General Mathematica + git advice:
1. Avoid using Notebooks as your primary source code
As you noted in the question, there is a lot of meta data bundled inside each notebook. Although you can turn these off with
FileOutlineCache -> False in the options settings, I have never managed to satisfactorily place notebooks under version control. Notebooks can contain In/Out labels, cell grouping rules, modification times, front end version info, etc. some of which can change by simply opening and re-saving without any modifications. In a team environment, this can lead to disasters and you'll be spending all your time resolving merge conflicts. The worst part — you'll be doing this with the ugly internal cell expressions in the notebook!
Strictly speaking, git should be used only for actual source code i.e. version control of code that you/someone else personally wrote/modified and not something that's modified in possibly unknown/undetermined ways by an external program. A one letter change should not result in a 10 line diff output. Placing notebooks under VCS is orthogonal to the goals of a VCS and should be avoided as much as possible. As I mentioned earlier, if you're a single user, working in a single branch all the time and are using git solely as a daily backup, then you could get by with adding notebooks to your repo. Marking a notebook as a binary with
gitattributes is another option (and in fact, recommended if you must place it under VCS).
2. Get comfortable with packages
As a continuation from the previous point, if you want to use git effectively, then you should start maintaining your code in Mathematica packages (or plain m files). This does not mean that you should give up the notebook entirely. The notebook still serves as a useful, interactive tool to quickly develop/test/modify functions. Just remember to copy them over to the package when you're done with it, so that they can be placed under version control.
As you start writing more packages and become familiar with programming in Mathematica without the front end, you'll get better at writing your functions and programs directly in the .m file and only using the front end for final testing and improvements.
3. Your development environment is not the same as the deployment environment!
If you create a project in the Workbench, your project structure looks something like this:
| |-- Project.m
| |-- Kernel/
| |-- init.m
whereas your deployed environment looks like this
| |-- init.m
These two directory and file structures are different, so trying to deploy the development setup directly will give you an error. I must note — by "deploy", I mean copying over to
$UserBaseDirectory as in the case of a simple application. For more complicated projects with documentation, you'll have additional complexities, but the concerns remain the same.
When hosting your project on GitHub, you should decide – do you want the repo to be for development purposes only (i.e., you don't expect anyone to pull and install it to
$UserBaseDirectory) or do you plan on making it a combined repo which has both the deployed and development branches? If it's the latter, then I suggest maintaining a separate development branch with the first structure and a distinct master branch with the second structure and never let the two mix.
The easiest way to do this would be with an orphan branch (which, as the name suggests, has no parent).
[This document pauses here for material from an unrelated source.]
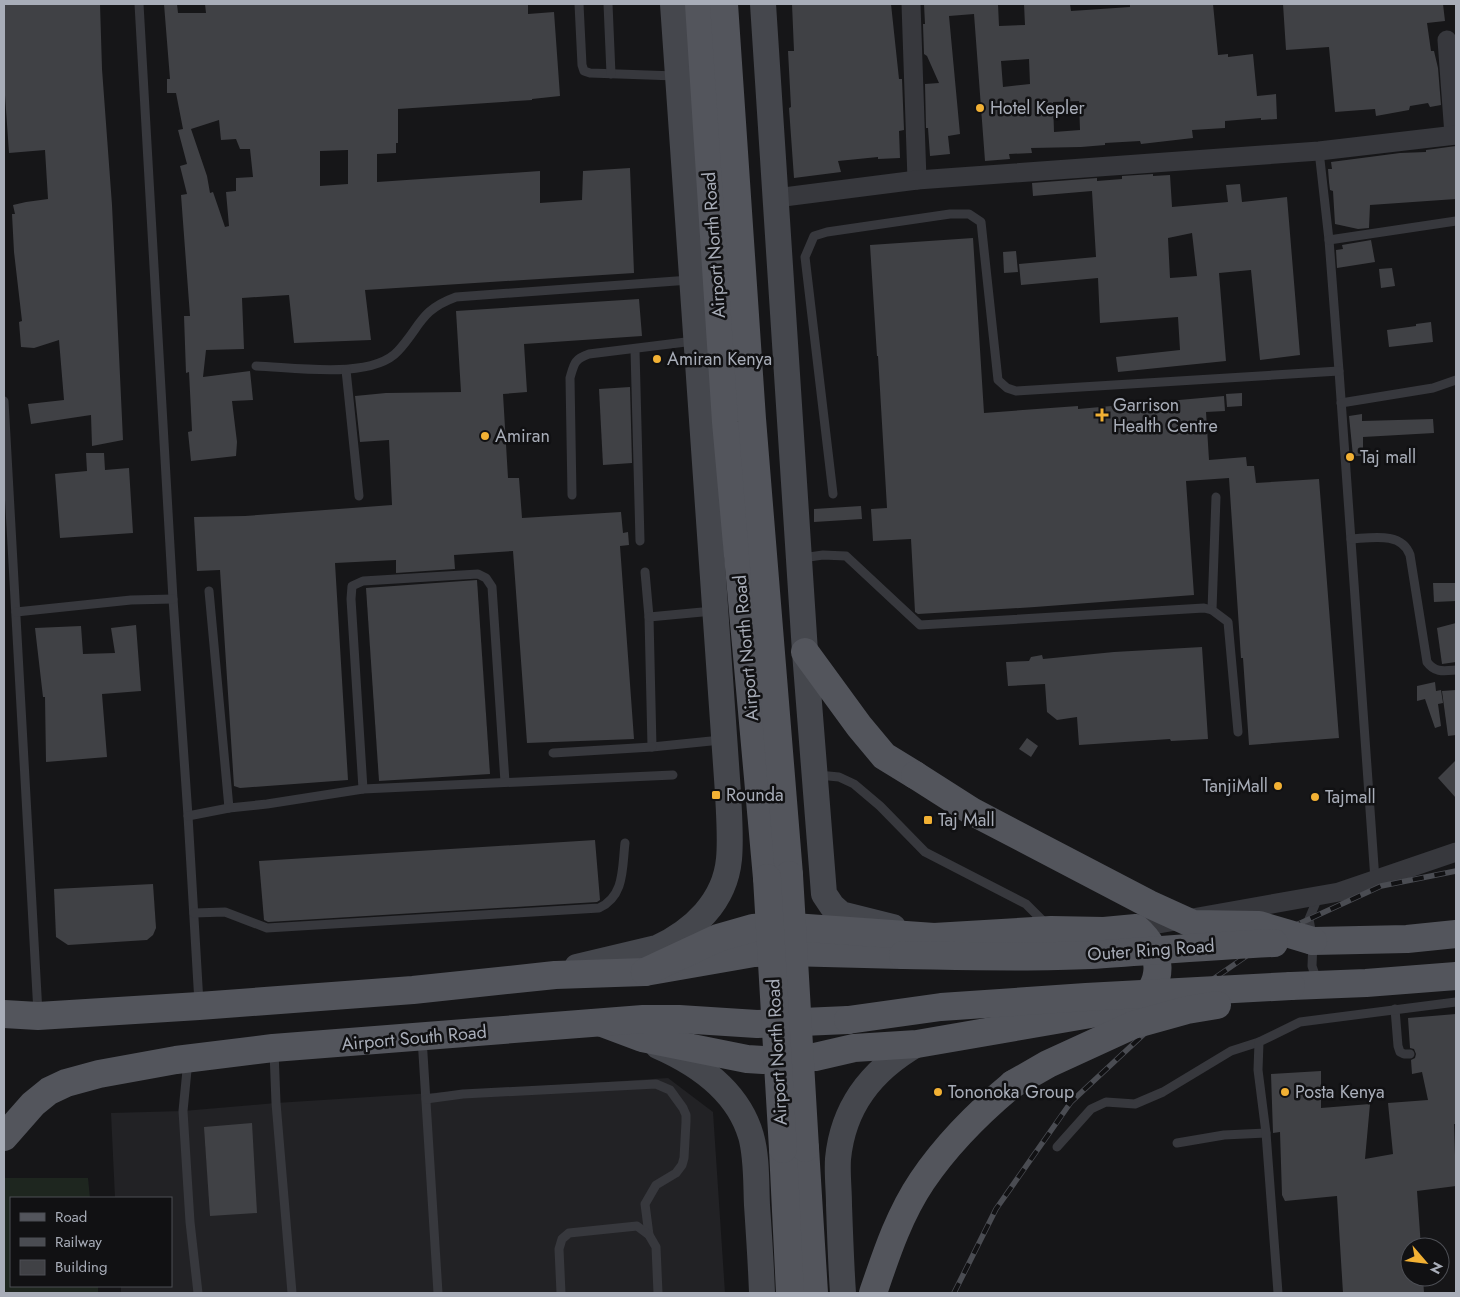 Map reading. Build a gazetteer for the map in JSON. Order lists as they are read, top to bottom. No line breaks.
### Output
{"streets":{"main road":["Airport North Road","Outer Ring Road","Airport South Road"]},"places":{"other":["Hotel Kepler","Amiran Kenya","Amiran","Taj mall","TanjiMall","Tajmall","Tononoka Group","Posta Kenya"],"health":["Garrison Health Centre"],"transit":["Rounda","Taj Mall"]},"legend":["Road","Railway","Building"],"north":"bottom right"}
Let's say you have your development repo in
~/dev/project and remote repo (up-to-date) at
github.com/user, then the following steps will help you establish a separate master
git clone github.com/user/project.git
git checkout --orphan master
rm -rf ./*
Now in your Workbench project, deploy (and build, if necessary) your project to
~/path/to/mma/apps/dir/project, verify the files and then commit to master. You now have a master branch that is clean and immediately deployable. Make sure to never attempt to merge from the development branch to the master and vice versa. It simply won't work because they have no parents in common (remember, we used an orphan branch).
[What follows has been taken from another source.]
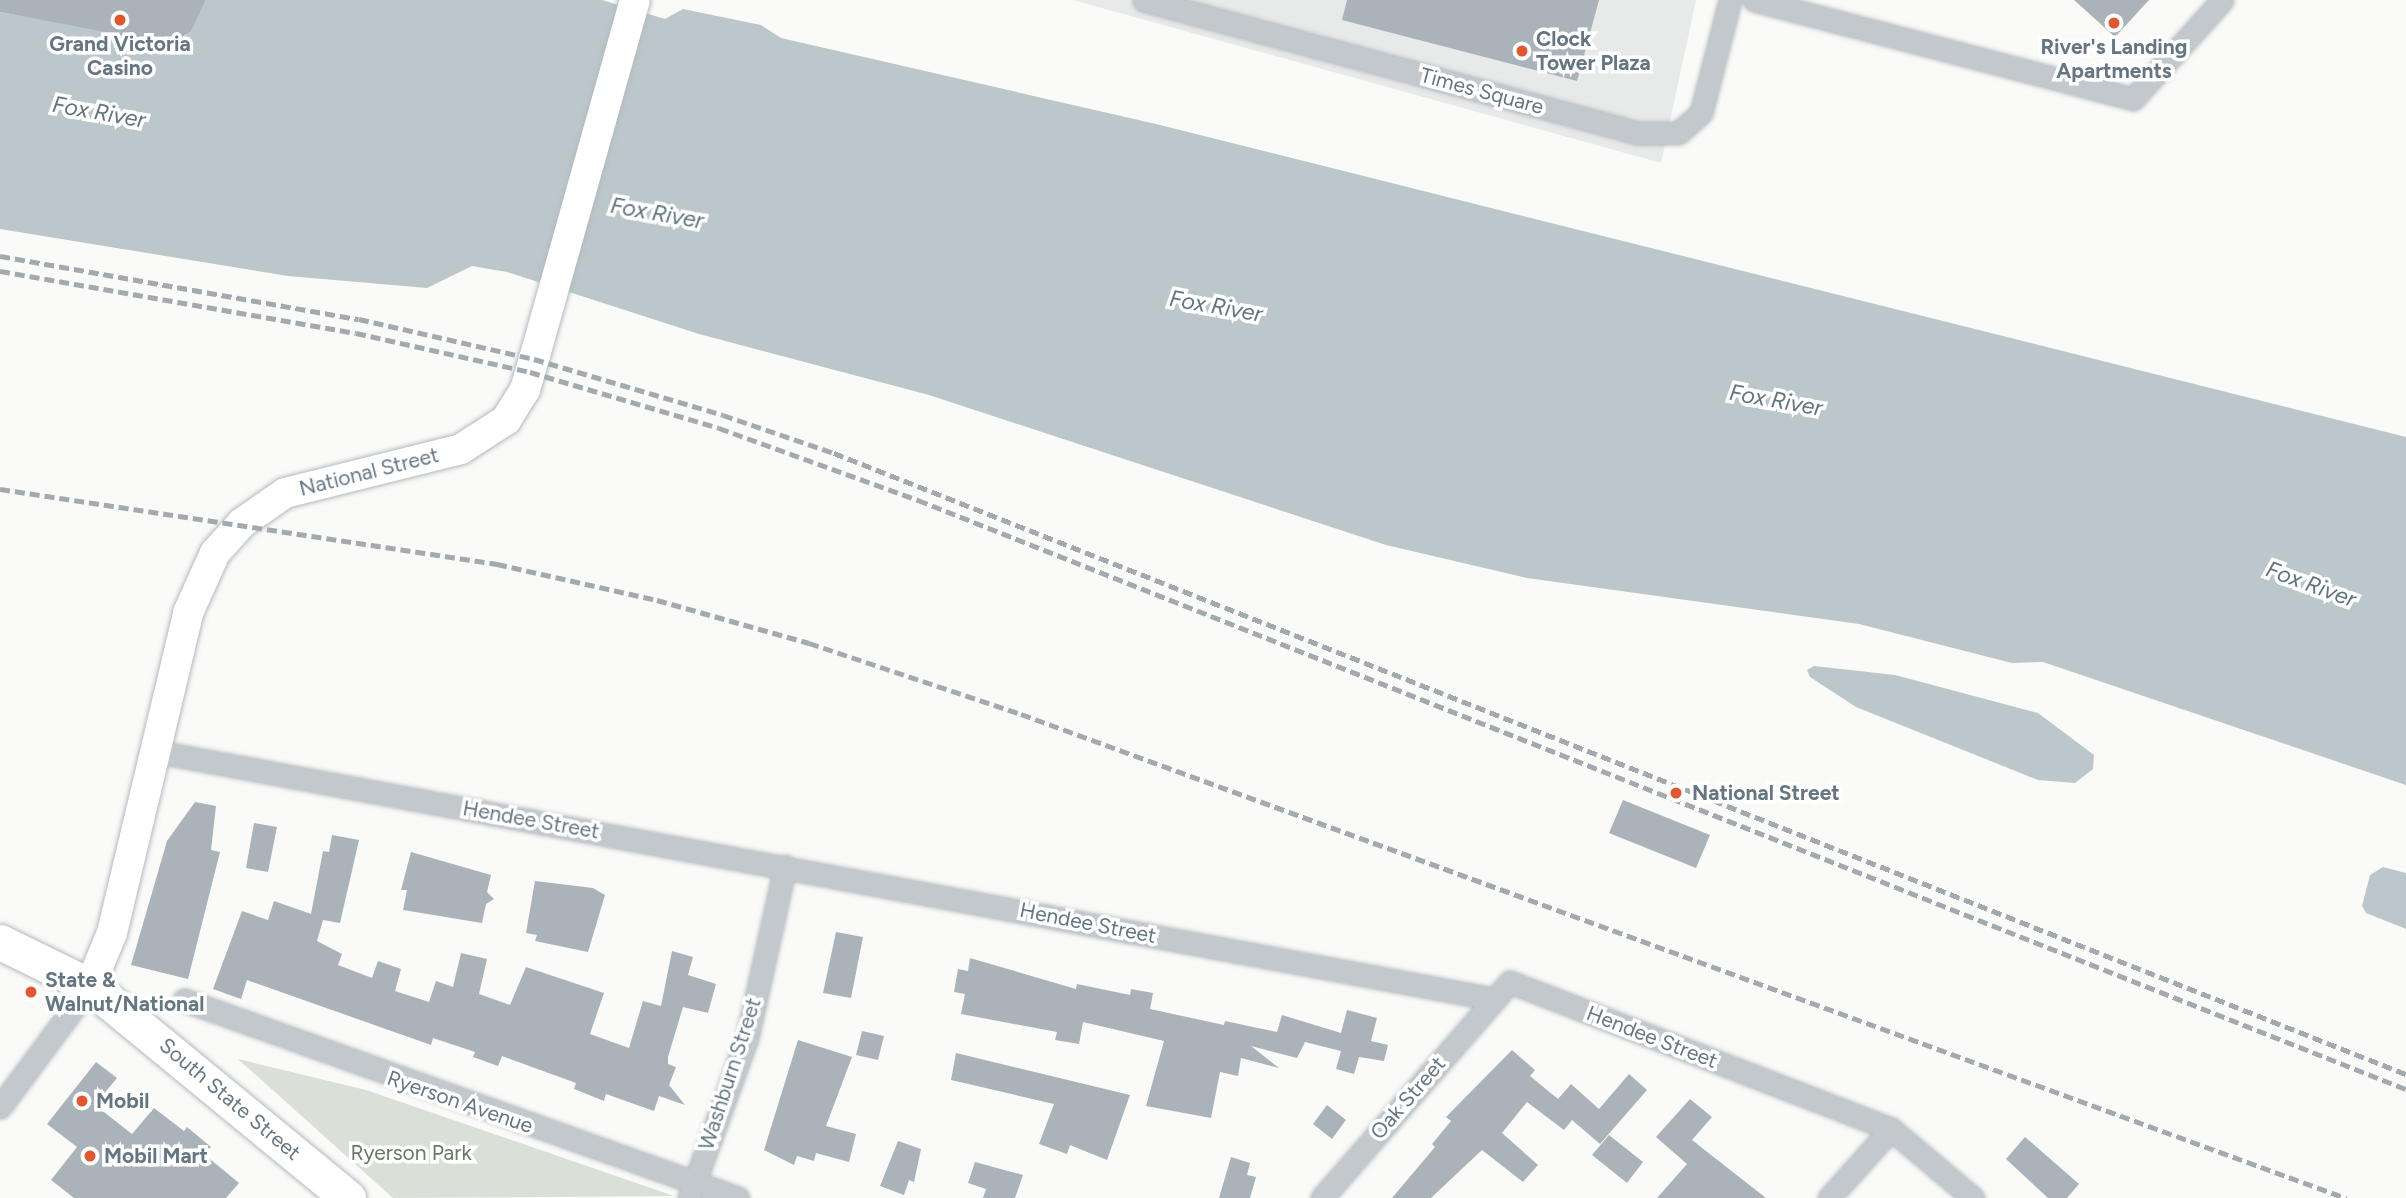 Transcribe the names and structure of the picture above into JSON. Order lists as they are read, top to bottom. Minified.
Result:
{"streets":{"main road":["South State Street"],"street":["Times Square","National Street","Hendee Street","Washburn Street","Oak Street","Ryerson Avenue"]},"crossings":[["National Street","Hendee Street"],["National Street","South State Street"],["Hendee Street","Washburn Street"],["Hendee Street","Oak Street"],["Washburn Street","Ryerson Avenue"]],"water":["Fox River"],"parks":["Ryerson Park"],"places":["Grand Victoria Casino","River's Landing Apartments","Clock Tower Plaza","National Street","State & Walnut/National","Mobil","Mobil Mart"]}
This means that all your new code/modifications must originate in the development, be versioned and pushed/pulled to the remote(s), from others, etc. and deployed and committed to master when ready (it doesn't make sense to push minor commits to master) only via the Workbench (or a custom deploy script). Note that the Workbench does not preserve file permissions when deploying, so if that is critical to your application, then you must use a custom deploy script. The master branch serves merely as the face of the application to the end user, whereas all the gory history is in the development branch.
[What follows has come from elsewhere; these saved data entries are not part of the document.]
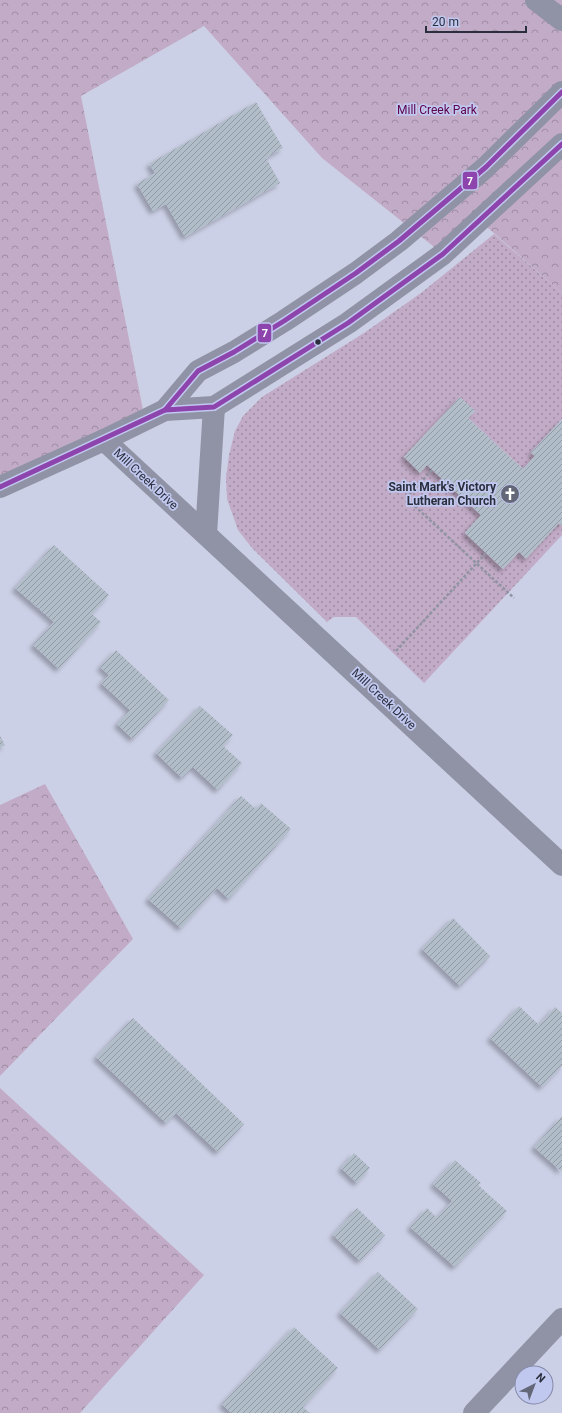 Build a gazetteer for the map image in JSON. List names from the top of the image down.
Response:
{
  "streets": {
    "street": ["Mill Creek Drive"]
  },
  "parks": ["Mill Creek Park"],
  "places": {
    "church": ["Saint Mark's Victory Lutheran Church"]
  },
  "lines": ["transit line 7"],
  "scale_bar": "20 m",
  "north": "top right"
} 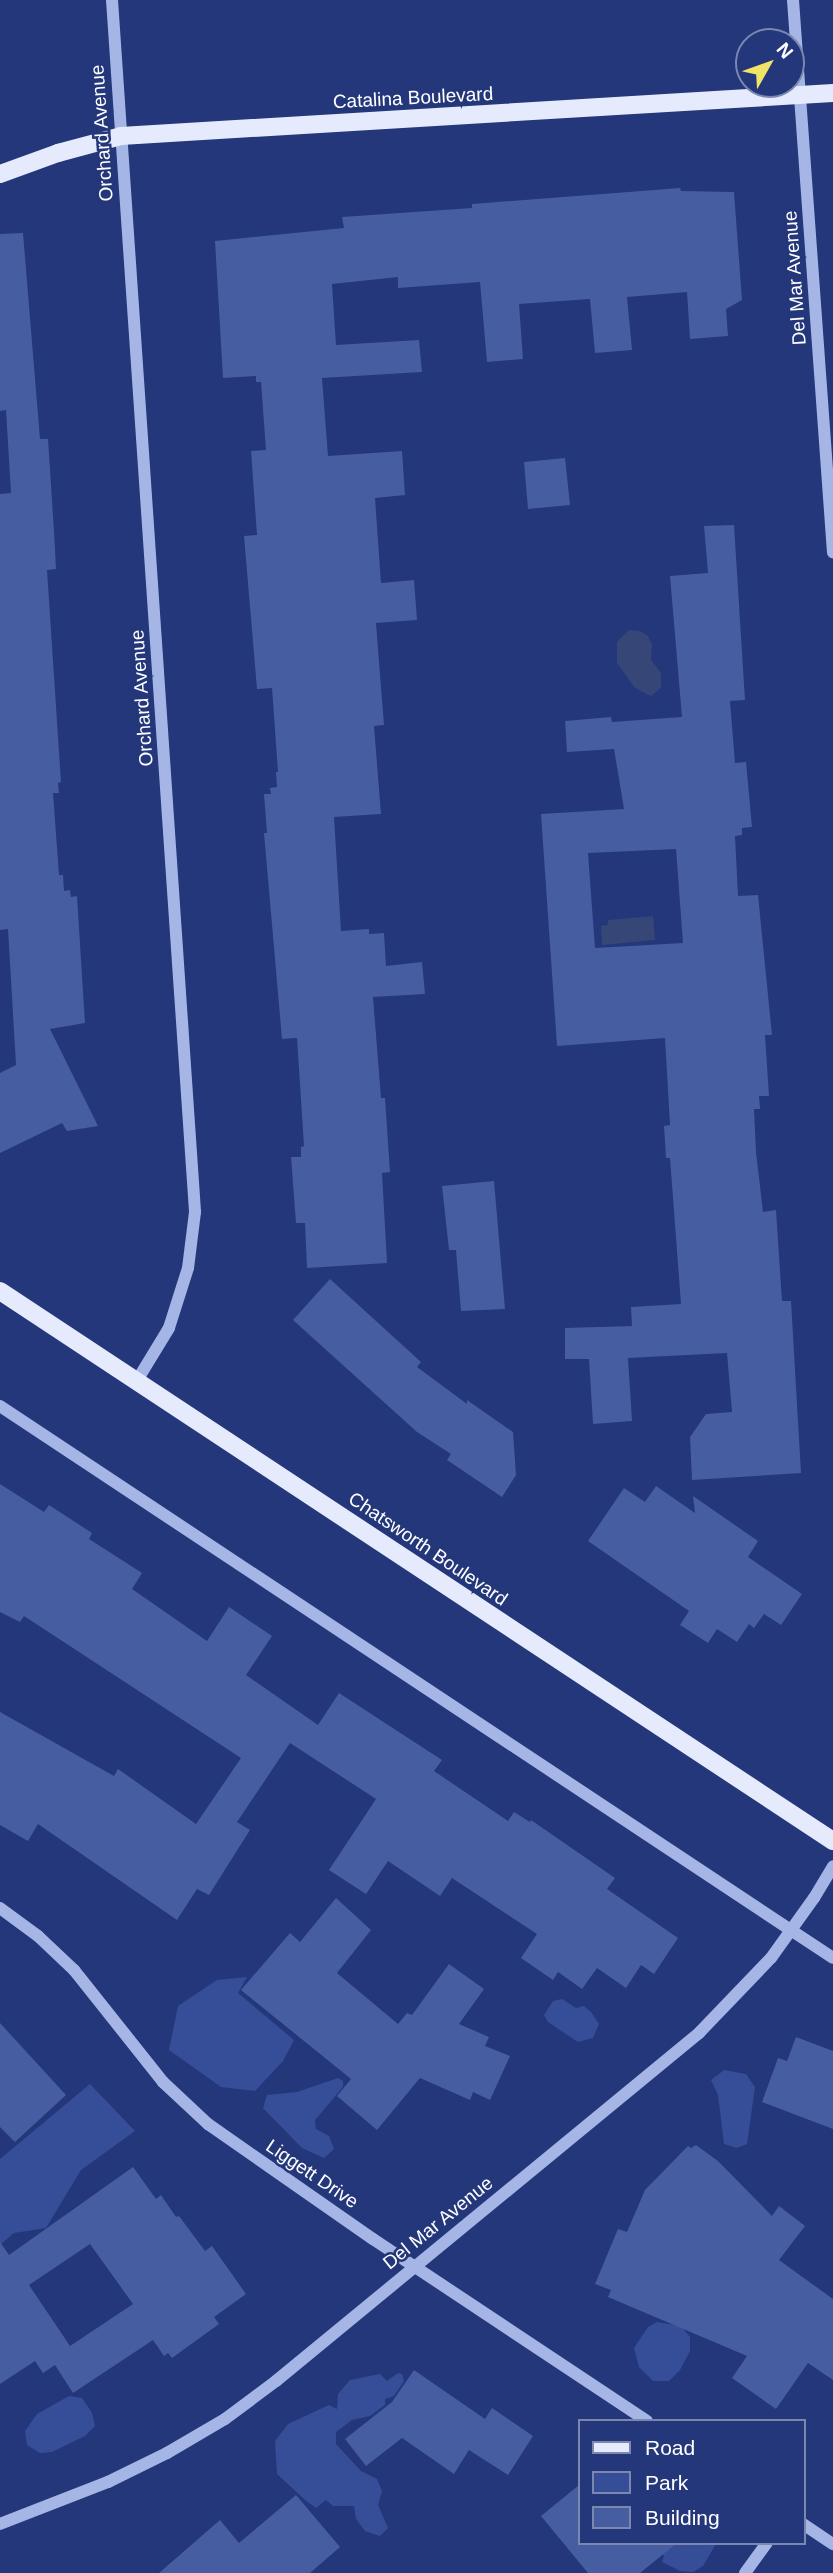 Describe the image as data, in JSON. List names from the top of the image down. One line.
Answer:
{"streets":{"main road":["Catalina Boulevard","Chatsworth Boulevard"],"street":["Orchard Avenue","Del Mar Avenue","Liggett Drive"]},"crossings":[["Catalina Boulevard","Orchard Avenue"],["Orchard Avenue","Chatsworth Boulevard"],["Del Mar Avenue","Liggett Drive"]],"legend":["Road","Park","Building"],"north":"top right"}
General git + team work advice:
1. Use branches!
First, if you're using git, then you already know (or now you do) that branches are light weight (meaning, files are not copied like in SVN) and only contain a reference to the parent commit. This means that all your trials/experimentations/goofs should be done in a temporary branch which can then be merged to the main development branch when you're satisfied. If you're not, simply delete the branch and create a new one. As simple as that! Learn to make extensive use of branches on your local copy, but don't do this on the remote.
In addition to the main development line, it is very helpful if the team members each maintain their own remote branch that is up-to-date at all times, so that others can pull changes from them. This allows one to work in their own "private space" (the branch), while allowing others to publicly view and comment/discuss code changes before pulling. GitHub also allows you to issue pull requests from one branch to the other in the same repo, so that's also a possibility to let someone (say, project manager/team member) know that your changes are ready to be reviewed and merged.
2. Use blame and diff to track down changes
When working in teams, you might find that a certain line of code is causing you trouble and you want to find out who introduced it in which commit, so that you can track that person down and discuss why the change was made and how to work around the present situation. Use
git blame and
git diff for that.
Although "blame" is a rather strong term (we're not trying to blame anyone; just trying to fix the problem), the blame tool is useful because it annotates each line with the author that last modified it and the commit SHA that introduced the modification.
git diff is also needed here to track down what was changed (or perhaps deleted).
3. Squash/rebase your history to keep it clean
This is more of a personal preference for you/your team on how you want to maintain your repo. Some users create a commit for every small change, but it quickly gets boring to see 10 checkins from one user that are variants of
-- fixed comma
-- changed indentation
-- fixed typo
-- missing ; inserted
While this is fine in a local repo, it is better to send just a single commit upstream. Using
git squash, you can "squash" or collapse all of those to a single commit.
Rebasing is a more complicated procedure (but a very useful one) that lets you rewrite history as it didn't happen. For example, suppose feature A logically comes before feature B, but due to the twisted nature of development, was implemented after B. You can use the rebase tool to change the order of the commits. Look up rebasing – it's worth learning.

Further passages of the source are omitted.